> _What this task involves_
For each record that follows, restate the text exactly and drop the pictures.

> _The data_
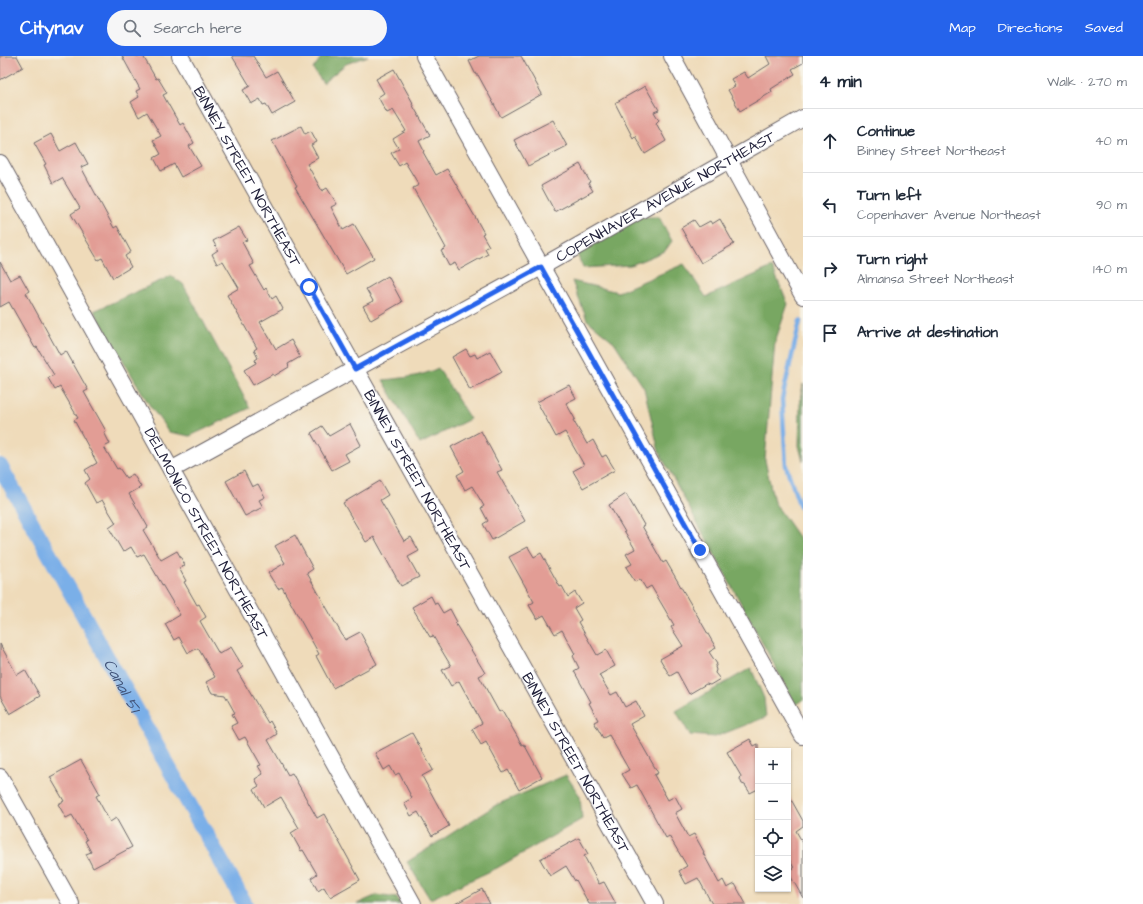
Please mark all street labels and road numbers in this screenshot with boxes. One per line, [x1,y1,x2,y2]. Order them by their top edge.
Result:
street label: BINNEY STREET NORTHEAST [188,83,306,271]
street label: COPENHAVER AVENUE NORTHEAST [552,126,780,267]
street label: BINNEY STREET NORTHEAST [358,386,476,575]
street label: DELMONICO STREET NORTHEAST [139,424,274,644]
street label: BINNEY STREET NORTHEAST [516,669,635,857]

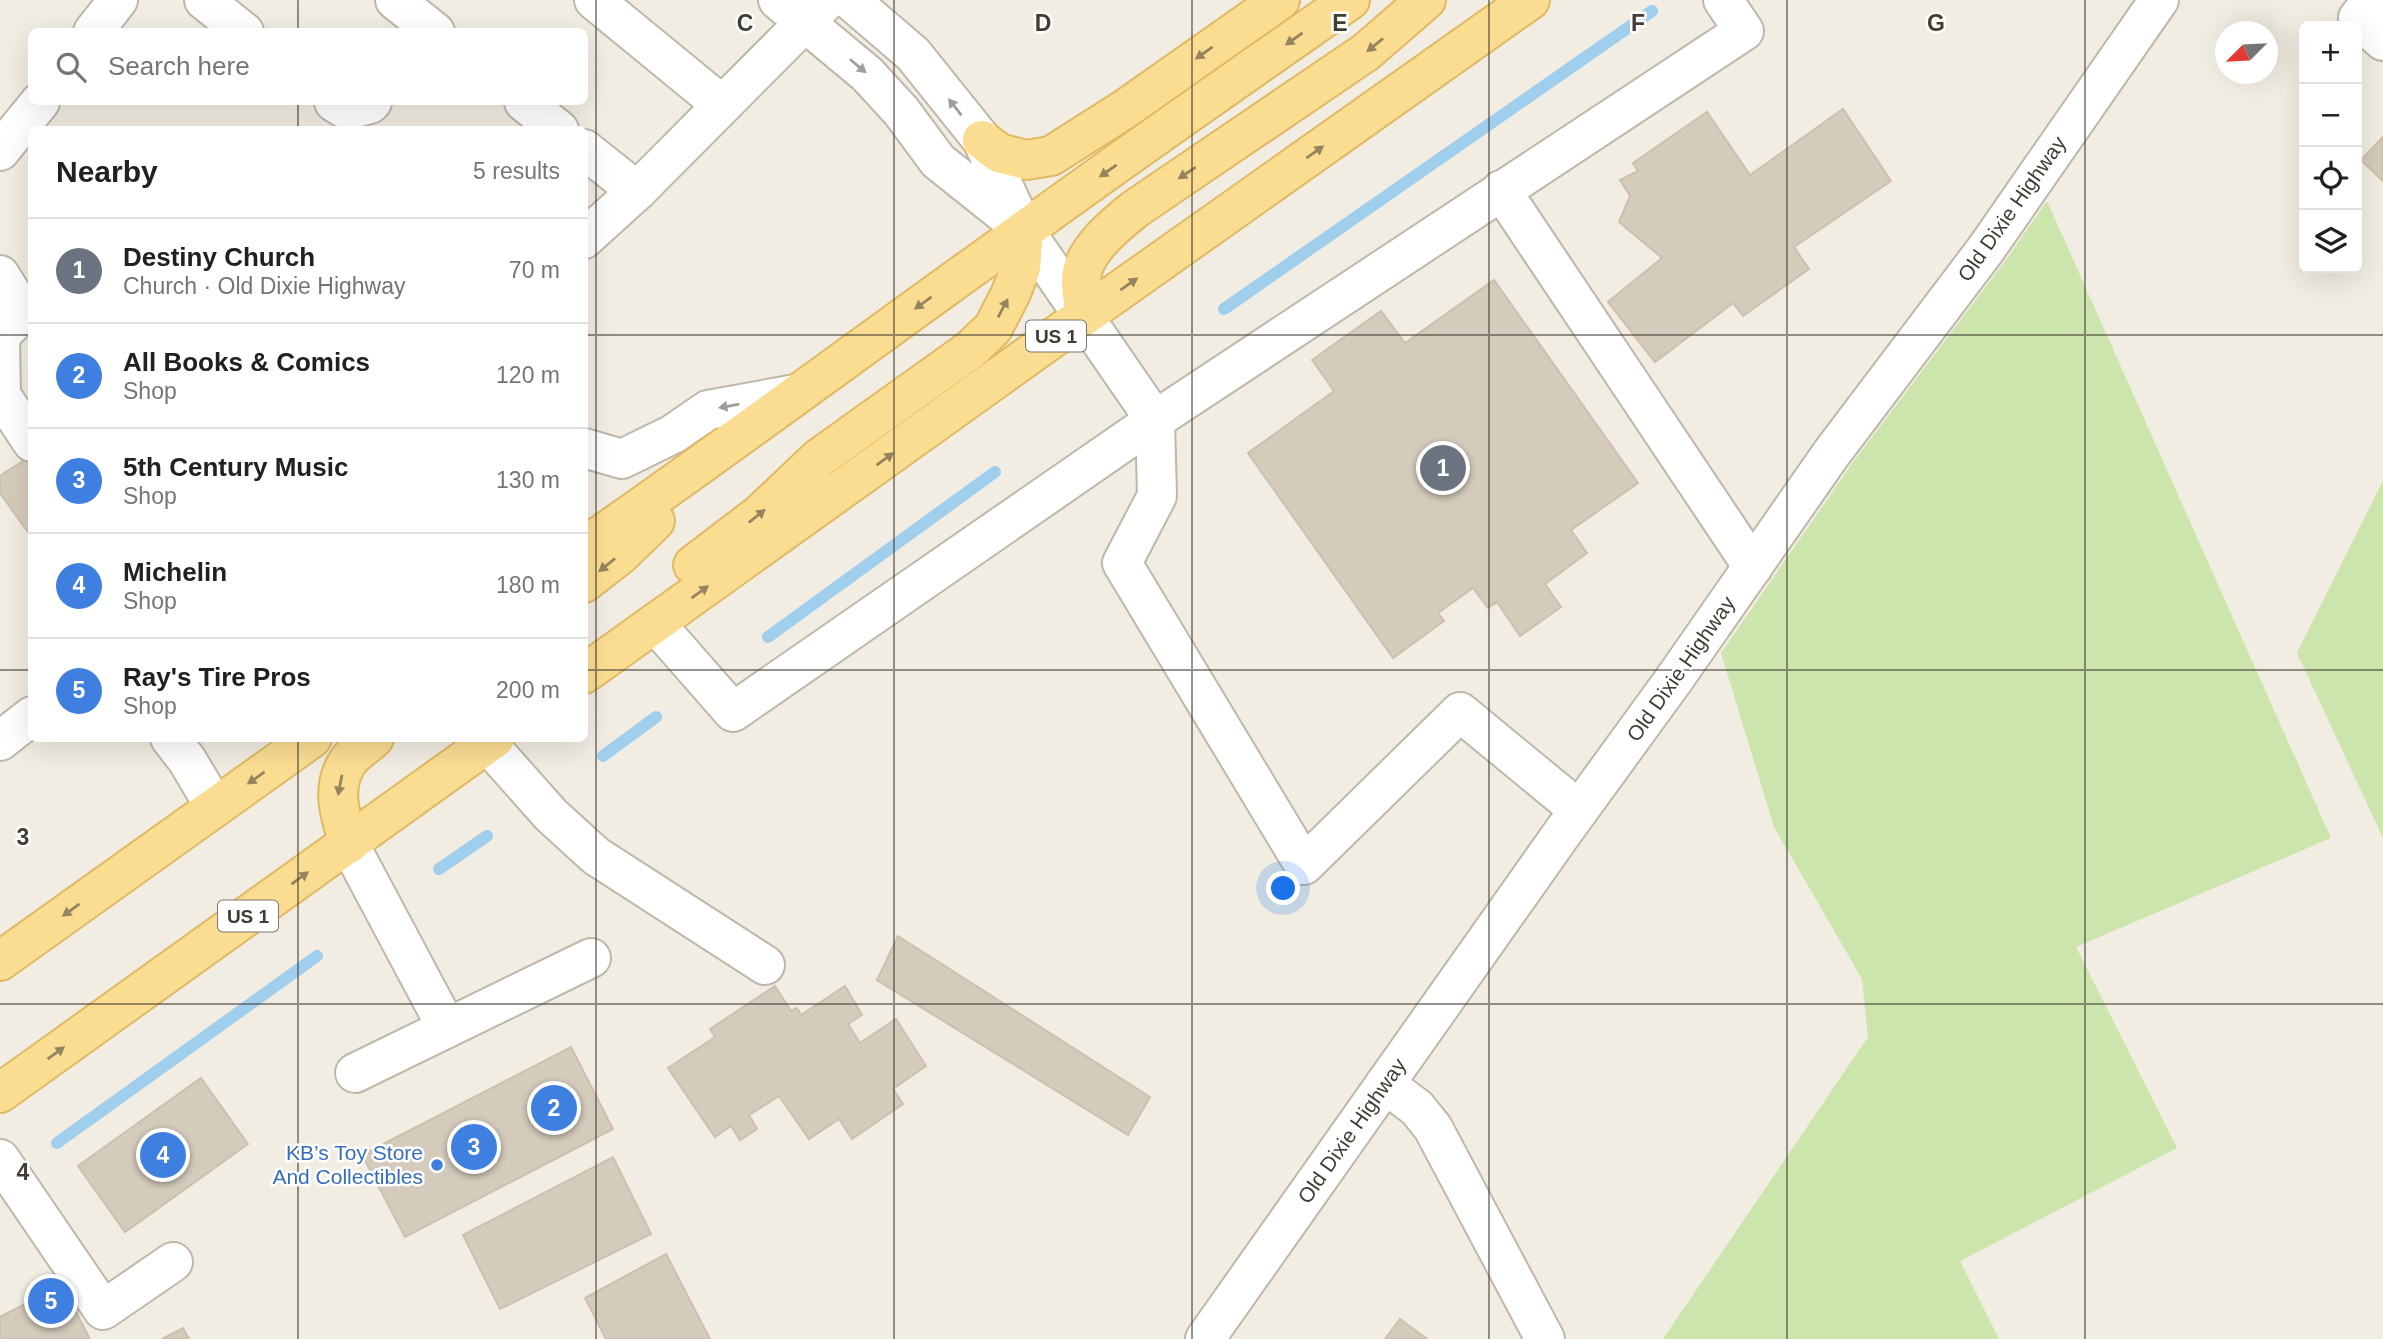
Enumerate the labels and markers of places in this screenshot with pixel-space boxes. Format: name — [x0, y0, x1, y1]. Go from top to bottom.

> _Output below_
Please mark all street labels and road numbers in this screenshot with boxes. One per line, [x1,y1,x2,y2]. Order them by their top edge.
Result:
street label: BINNEY STREET NORTHEAST [188,83,306,271]
street label: COPENHAVER AVENUE NORTHEAST [552,126,780,267]
street label: BINNEY STREET NORTHEAST [358,386,476,575]
street label: DELMONICO STREET NORTHEAST [139,424,274,644]
street label: BINNEY STREET NORTHEAST [516,669,635,857]

Enumerate the labels and markers of places in this screenshot with pixel-space boxes. Format: name — [x0, y0, x1, y1]. Go from top to bottom.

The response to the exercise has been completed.